I'll try to give you some hints, which I already mentioned partly in the comments.

In general using C/C++ can provide a great speedup (dependent on the task of course). But I've reached for (loop intensive, not optimized code) 100x+ speedups.

Since adding C++ can be complicated and sometimes cause problems, before you go this way check the following:

1. Is your R code optimized?

You can make lot of bad choices here (e.g. loops are slow in R). Just by optimizing your R code speedups of 10x or much more can often be easily reached.

2. Are there better implementations in other packages?

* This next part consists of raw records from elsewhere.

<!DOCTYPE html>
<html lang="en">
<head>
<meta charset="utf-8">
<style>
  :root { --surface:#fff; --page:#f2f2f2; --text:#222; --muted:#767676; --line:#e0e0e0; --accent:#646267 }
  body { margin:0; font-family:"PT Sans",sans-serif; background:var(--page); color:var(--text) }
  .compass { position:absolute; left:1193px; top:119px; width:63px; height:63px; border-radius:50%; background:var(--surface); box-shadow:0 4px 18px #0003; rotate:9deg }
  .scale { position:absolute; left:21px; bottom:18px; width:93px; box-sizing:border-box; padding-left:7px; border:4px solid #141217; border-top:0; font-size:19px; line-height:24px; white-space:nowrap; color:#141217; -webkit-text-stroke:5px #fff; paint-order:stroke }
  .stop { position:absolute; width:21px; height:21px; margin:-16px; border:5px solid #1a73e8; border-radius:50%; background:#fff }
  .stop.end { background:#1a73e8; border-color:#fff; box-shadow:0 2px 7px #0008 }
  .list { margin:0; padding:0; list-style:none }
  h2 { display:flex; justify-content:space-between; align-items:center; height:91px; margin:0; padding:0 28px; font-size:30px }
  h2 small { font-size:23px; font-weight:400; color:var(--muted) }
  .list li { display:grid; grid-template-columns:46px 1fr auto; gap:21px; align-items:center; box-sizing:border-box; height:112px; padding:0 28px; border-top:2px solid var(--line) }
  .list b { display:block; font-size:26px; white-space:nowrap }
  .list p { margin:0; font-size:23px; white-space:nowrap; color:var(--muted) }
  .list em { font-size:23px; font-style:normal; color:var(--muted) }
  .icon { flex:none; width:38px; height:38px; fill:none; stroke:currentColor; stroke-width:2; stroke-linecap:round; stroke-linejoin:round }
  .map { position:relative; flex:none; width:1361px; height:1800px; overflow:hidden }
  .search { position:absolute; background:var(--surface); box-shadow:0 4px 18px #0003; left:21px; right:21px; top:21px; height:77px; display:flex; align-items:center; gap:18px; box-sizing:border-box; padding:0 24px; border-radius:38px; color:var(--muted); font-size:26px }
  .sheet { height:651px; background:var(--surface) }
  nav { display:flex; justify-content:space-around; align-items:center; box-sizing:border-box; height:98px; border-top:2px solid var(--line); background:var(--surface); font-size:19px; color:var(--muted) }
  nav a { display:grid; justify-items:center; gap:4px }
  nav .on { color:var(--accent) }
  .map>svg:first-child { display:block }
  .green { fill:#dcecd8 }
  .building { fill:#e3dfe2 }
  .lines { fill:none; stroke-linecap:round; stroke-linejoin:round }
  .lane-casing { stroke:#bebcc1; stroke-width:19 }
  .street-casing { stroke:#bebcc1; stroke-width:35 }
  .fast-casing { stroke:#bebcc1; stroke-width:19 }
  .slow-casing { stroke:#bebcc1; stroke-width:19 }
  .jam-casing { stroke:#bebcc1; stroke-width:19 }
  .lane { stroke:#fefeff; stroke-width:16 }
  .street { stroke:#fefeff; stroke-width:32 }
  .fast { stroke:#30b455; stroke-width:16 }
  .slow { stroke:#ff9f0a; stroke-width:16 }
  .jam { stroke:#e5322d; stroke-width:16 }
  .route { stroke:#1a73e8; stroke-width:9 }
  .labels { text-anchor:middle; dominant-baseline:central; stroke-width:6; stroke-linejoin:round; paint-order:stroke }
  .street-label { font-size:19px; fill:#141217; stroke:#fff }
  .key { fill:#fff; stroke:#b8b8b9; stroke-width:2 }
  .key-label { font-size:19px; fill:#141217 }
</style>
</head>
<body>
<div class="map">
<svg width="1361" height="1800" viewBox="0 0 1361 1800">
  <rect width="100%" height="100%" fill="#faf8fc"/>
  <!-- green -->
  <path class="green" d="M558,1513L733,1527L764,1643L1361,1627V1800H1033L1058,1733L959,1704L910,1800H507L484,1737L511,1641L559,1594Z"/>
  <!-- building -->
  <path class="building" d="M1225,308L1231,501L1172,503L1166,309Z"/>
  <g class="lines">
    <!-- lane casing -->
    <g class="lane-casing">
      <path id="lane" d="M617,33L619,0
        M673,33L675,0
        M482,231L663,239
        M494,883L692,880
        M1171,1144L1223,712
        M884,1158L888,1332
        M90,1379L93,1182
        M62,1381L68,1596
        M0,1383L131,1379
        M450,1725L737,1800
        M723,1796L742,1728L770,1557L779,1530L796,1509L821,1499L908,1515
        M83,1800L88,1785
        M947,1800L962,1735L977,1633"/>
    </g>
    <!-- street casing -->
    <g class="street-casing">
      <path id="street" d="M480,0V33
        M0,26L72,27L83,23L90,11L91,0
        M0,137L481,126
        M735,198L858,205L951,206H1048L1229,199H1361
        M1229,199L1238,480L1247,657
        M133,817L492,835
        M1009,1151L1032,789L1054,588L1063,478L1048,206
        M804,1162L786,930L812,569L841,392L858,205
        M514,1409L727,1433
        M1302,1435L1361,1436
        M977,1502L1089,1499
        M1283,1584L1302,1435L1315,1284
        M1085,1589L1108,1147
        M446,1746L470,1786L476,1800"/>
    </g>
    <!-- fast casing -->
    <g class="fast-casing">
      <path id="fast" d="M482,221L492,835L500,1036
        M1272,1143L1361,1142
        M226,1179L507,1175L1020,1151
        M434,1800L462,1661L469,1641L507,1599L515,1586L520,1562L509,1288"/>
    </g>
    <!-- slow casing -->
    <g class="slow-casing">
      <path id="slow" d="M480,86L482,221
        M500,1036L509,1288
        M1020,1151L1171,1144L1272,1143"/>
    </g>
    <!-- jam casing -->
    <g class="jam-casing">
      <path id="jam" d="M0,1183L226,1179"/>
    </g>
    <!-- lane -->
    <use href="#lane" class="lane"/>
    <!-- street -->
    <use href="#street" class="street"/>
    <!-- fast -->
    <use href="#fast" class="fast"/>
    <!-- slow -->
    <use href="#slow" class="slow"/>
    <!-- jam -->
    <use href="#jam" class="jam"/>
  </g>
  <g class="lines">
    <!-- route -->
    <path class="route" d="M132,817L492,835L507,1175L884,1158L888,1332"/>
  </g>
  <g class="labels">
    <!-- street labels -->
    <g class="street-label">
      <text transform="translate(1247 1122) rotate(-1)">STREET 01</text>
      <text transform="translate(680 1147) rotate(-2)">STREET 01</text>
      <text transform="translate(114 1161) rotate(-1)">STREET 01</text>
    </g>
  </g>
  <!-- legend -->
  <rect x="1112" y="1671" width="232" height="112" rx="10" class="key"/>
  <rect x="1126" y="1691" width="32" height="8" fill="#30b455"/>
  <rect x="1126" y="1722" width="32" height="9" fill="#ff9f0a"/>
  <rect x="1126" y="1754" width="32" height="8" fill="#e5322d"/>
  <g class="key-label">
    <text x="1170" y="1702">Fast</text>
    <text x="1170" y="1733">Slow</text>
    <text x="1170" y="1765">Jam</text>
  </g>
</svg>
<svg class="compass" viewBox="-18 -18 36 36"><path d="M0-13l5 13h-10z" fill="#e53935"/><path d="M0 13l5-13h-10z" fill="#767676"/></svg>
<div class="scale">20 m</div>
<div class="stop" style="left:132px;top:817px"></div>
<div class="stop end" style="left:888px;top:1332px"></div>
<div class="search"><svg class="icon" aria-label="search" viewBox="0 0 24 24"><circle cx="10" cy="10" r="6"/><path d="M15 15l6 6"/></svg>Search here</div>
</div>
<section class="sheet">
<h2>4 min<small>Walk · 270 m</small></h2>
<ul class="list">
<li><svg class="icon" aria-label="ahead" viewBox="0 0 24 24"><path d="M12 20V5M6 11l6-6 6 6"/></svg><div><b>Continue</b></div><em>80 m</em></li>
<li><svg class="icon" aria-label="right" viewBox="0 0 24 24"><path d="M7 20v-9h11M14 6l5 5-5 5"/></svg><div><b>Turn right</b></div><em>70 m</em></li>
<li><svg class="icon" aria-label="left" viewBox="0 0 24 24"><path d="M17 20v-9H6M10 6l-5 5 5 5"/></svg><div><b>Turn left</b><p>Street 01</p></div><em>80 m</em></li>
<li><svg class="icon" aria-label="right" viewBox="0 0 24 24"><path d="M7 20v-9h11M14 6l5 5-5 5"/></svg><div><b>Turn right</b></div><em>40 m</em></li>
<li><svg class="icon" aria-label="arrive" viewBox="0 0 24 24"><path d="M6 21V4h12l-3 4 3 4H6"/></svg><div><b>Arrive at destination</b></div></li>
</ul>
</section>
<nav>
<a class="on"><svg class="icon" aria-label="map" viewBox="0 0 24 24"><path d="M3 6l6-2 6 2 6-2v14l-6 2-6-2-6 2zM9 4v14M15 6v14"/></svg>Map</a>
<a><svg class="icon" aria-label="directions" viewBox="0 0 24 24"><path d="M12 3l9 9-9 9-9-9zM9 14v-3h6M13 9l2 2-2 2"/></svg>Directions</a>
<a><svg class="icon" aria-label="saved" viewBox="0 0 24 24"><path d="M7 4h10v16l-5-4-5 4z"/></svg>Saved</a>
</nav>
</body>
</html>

Especially if it is helper functions or common functionalities, often other packages have these already implemented. Benchmark different existing solutions with the 'microbenchmark' package. It is easier to just use an optimized function from another R package then doing everything on your own. (maybe the other package implementations are already in C++). I mostly try to look for mainstream and popular packages (since these are better tested and they are unlikely to suddenly drop from CRAN).

3. Profile your code

Take a look what parts exactly cause the speed / memory problems. Might be that you can keep parts in R and only create a function for the critical parts in C++. Or you find another package that has a R function that is implemented in C for exactly this critical part.

In the end I'd say, I prefer using Rcpp/C++ over C code. Think this is the easier way to go. For the Rcpp learning part you have to go with a dedicated tutorial (and not a SO question).